Density functional theory computational study of ferroelectricity and piezoelectricity in BaTiO3/PbTiO3 (0 1 1) superlattices

Abstract

The structure, ferroelectricity (FE), and piezoelectricity of epitaxial BaTiO3/PbTiO3 (BTO/PTO) (0 1 1) superlattices are studied using density functional theory calculations. Our results show that compressive strain arising from the SrTiO3 (0 1 1) substrate stabilizes the (BTO)m/(PTO)n (0 1 1) superlattices in orthorhombic phase with the FE polarization along [0 1 1] direction. Tuning the BTO contents significantly changes the structural, ferroelectric and piezoelectric properties.
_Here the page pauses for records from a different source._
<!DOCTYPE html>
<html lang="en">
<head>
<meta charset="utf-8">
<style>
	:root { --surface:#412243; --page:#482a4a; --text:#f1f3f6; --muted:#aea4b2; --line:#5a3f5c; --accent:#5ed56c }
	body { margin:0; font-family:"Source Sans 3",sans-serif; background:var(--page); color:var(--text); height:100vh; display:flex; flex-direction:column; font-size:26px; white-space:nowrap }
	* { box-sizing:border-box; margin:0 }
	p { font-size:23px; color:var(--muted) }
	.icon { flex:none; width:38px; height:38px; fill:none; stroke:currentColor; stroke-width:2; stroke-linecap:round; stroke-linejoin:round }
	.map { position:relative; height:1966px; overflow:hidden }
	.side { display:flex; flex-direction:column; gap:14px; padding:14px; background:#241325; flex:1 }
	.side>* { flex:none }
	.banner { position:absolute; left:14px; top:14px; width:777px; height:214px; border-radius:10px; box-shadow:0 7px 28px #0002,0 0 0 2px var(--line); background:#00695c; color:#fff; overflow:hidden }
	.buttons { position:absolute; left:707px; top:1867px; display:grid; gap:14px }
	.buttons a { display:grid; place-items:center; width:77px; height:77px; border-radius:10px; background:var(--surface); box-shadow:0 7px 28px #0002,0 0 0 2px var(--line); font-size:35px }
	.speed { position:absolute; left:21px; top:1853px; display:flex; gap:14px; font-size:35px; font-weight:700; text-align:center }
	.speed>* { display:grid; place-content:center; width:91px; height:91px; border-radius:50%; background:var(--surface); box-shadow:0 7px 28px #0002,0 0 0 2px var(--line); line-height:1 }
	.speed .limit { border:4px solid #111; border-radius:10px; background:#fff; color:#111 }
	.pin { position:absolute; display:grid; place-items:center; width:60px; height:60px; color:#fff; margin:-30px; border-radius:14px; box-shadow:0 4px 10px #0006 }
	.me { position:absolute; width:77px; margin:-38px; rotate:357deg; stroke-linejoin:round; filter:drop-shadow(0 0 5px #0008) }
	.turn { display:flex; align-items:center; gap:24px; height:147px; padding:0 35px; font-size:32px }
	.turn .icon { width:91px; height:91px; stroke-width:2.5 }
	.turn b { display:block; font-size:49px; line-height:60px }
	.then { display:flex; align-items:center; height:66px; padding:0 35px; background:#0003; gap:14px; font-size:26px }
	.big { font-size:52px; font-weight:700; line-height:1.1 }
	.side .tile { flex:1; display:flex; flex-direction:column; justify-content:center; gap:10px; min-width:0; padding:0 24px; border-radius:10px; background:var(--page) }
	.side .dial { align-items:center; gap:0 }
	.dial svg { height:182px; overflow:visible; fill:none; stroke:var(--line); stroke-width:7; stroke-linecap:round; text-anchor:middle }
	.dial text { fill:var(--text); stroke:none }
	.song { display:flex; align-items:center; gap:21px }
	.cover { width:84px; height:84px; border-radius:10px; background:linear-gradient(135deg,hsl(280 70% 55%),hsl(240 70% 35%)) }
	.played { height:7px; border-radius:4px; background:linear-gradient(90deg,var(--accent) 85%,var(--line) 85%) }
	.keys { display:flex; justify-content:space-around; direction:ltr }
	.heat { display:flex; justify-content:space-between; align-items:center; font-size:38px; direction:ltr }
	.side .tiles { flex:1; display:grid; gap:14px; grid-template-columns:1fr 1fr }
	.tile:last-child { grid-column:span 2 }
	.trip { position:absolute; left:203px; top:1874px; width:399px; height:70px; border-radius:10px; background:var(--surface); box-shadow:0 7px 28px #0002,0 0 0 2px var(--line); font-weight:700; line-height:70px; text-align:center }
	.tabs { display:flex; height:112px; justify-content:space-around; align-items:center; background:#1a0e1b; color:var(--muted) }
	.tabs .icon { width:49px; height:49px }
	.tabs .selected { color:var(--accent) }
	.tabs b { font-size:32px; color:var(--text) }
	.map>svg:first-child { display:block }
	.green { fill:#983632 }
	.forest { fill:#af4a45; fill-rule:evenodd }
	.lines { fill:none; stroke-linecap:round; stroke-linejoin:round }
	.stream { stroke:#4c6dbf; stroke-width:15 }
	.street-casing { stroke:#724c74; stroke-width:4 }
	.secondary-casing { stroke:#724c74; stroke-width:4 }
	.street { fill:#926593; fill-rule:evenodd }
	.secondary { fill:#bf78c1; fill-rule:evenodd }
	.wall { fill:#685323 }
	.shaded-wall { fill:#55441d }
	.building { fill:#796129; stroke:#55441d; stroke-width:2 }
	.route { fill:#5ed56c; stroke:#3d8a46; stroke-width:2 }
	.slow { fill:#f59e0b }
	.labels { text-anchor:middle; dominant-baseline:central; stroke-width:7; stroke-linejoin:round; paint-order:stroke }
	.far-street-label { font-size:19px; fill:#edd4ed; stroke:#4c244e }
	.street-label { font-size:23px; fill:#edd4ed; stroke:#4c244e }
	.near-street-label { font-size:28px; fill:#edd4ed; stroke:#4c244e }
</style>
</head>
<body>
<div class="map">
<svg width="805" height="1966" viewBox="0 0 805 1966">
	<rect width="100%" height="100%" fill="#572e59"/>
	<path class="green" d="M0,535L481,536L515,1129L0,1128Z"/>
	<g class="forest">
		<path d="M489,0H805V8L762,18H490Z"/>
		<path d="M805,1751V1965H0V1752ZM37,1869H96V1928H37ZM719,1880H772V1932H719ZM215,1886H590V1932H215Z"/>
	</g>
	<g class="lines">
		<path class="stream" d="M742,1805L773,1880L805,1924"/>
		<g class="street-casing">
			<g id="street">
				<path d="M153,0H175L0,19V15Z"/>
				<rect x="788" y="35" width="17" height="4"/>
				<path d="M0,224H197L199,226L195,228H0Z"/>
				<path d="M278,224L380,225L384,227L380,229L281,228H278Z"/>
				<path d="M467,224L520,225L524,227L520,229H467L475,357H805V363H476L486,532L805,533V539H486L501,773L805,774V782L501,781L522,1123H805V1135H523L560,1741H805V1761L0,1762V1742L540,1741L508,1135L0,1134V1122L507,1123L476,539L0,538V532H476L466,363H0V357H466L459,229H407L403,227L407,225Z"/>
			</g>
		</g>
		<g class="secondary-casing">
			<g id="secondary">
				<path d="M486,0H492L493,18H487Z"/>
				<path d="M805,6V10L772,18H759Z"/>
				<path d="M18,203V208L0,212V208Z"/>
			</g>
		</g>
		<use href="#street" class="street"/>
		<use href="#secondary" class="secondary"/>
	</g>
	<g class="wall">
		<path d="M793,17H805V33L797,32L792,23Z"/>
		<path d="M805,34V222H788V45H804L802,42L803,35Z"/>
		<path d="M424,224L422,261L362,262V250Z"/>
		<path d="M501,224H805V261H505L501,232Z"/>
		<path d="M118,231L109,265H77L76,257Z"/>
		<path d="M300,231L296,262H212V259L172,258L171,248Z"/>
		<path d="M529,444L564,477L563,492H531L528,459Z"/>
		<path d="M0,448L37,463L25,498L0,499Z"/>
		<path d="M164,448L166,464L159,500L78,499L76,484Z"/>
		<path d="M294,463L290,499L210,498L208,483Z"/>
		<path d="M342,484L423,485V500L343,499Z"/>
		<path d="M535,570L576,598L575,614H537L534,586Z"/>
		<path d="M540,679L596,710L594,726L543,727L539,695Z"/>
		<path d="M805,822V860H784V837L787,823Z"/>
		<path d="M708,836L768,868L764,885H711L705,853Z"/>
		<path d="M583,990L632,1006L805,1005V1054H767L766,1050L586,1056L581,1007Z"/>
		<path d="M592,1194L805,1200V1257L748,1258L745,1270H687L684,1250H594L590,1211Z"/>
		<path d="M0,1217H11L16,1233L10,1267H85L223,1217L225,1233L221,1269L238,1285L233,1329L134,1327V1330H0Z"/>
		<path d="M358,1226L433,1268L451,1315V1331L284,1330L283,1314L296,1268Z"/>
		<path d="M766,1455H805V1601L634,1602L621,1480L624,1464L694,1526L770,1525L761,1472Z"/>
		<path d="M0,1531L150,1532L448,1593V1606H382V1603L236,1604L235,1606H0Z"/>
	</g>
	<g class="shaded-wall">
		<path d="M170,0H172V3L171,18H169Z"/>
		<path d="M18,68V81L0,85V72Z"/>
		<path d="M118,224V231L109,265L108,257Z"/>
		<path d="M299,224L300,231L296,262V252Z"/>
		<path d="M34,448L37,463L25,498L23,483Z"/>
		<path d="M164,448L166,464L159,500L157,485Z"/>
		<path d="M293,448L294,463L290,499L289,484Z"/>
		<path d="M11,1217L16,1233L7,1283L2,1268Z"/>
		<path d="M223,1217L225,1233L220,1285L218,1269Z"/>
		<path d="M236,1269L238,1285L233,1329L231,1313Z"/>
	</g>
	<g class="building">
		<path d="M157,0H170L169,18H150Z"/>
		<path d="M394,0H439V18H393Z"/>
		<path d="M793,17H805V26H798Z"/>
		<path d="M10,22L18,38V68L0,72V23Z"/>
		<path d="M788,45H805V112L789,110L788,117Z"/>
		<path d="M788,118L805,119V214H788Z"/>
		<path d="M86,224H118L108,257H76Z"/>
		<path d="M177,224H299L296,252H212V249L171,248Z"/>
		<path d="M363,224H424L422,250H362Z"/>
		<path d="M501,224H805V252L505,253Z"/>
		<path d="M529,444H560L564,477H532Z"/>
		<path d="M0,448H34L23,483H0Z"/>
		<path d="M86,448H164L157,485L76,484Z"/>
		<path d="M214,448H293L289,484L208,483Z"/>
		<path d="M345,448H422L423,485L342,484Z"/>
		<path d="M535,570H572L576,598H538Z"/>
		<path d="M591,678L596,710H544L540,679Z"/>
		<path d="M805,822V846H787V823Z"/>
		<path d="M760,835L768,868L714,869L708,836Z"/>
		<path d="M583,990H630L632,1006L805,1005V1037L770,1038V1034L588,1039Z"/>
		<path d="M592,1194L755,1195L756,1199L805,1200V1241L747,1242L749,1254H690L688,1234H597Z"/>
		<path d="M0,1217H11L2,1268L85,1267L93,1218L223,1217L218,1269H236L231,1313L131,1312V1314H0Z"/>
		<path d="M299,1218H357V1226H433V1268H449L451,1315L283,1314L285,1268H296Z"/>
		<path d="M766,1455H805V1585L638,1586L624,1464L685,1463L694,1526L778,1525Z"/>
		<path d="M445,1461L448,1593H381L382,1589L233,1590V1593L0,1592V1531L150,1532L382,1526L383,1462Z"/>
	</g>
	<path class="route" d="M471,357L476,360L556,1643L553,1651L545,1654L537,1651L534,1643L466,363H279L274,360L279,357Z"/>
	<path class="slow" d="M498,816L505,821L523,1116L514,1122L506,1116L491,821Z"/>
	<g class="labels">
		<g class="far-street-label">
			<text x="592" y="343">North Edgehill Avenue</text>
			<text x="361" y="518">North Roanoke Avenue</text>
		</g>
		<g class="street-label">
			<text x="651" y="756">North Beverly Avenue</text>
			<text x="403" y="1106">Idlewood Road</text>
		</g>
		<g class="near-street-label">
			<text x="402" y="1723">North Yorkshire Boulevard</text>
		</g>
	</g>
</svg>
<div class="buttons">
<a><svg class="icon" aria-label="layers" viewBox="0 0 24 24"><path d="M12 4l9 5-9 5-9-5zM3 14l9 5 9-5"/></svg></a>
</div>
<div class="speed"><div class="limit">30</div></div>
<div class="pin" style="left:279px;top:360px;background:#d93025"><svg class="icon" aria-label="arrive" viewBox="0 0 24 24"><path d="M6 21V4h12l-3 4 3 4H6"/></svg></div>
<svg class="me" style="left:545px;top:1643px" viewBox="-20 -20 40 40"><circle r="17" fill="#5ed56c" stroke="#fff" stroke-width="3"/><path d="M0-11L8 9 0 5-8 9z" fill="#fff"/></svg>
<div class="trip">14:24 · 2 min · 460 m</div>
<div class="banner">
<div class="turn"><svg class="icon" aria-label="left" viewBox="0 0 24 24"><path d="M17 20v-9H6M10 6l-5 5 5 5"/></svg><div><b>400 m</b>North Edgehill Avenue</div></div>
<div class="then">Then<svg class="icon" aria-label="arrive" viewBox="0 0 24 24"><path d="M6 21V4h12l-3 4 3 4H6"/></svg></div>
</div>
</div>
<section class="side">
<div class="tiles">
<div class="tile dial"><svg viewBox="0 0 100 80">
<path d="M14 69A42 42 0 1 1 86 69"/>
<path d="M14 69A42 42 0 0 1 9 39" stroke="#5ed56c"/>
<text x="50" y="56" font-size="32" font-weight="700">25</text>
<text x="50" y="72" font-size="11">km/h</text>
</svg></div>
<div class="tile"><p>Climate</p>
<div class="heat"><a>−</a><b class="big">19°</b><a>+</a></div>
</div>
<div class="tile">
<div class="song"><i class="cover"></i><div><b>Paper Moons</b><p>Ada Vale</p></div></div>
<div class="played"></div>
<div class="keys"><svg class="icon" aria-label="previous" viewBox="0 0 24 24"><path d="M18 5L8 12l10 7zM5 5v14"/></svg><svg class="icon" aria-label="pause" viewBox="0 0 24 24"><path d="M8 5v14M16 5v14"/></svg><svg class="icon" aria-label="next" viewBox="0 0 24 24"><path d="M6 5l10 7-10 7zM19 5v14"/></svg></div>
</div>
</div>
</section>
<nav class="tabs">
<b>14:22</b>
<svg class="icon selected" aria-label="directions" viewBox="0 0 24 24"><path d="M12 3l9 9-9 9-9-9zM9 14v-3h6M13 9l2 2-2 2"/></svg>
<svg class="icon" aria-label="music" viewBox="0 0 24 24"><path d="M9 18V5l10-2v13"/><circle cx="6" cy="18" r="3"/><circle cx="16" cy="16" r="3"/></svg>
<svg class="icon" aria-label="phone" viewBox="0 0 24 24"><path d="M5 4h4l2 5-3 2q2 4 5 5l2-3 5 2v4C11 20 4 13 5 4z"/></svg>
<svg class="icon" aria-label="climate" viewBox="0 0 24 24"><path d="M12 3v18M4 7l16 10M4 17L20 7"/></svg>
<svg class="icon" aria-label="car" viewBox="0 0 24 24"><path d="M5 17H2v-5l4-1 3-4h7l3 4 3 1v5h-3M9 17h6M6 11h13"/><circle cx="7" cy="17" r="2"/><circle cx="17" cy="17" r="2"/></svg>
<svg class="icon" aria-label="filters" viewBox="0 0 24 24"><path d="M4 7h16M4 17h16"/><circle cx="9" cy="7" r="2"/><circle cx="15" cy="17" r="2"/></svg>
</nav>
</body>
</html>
The FE polarization of superlattices significantly drops with increasing BTO contents, which can be attributed to depolarization of the PTO layers. The averaged c/a ratio of the whole superlattices exhibits anomalous non-monotonic relation with respect to BTO contents. Interestingly, our results predict the (0 1 1) superlattices can enhance the piezoelectric coefficient e33 with a maximum value at ~67% BTO concentration. This result suggests a potential avenue to design high performance piezoelectric materials with less Pb contents. In-depth analysis reveals the B-site Ti cation as the origin for the enhanced e33 value, which implies the potential of B-site cation engineering in perovskite heterostructure designs.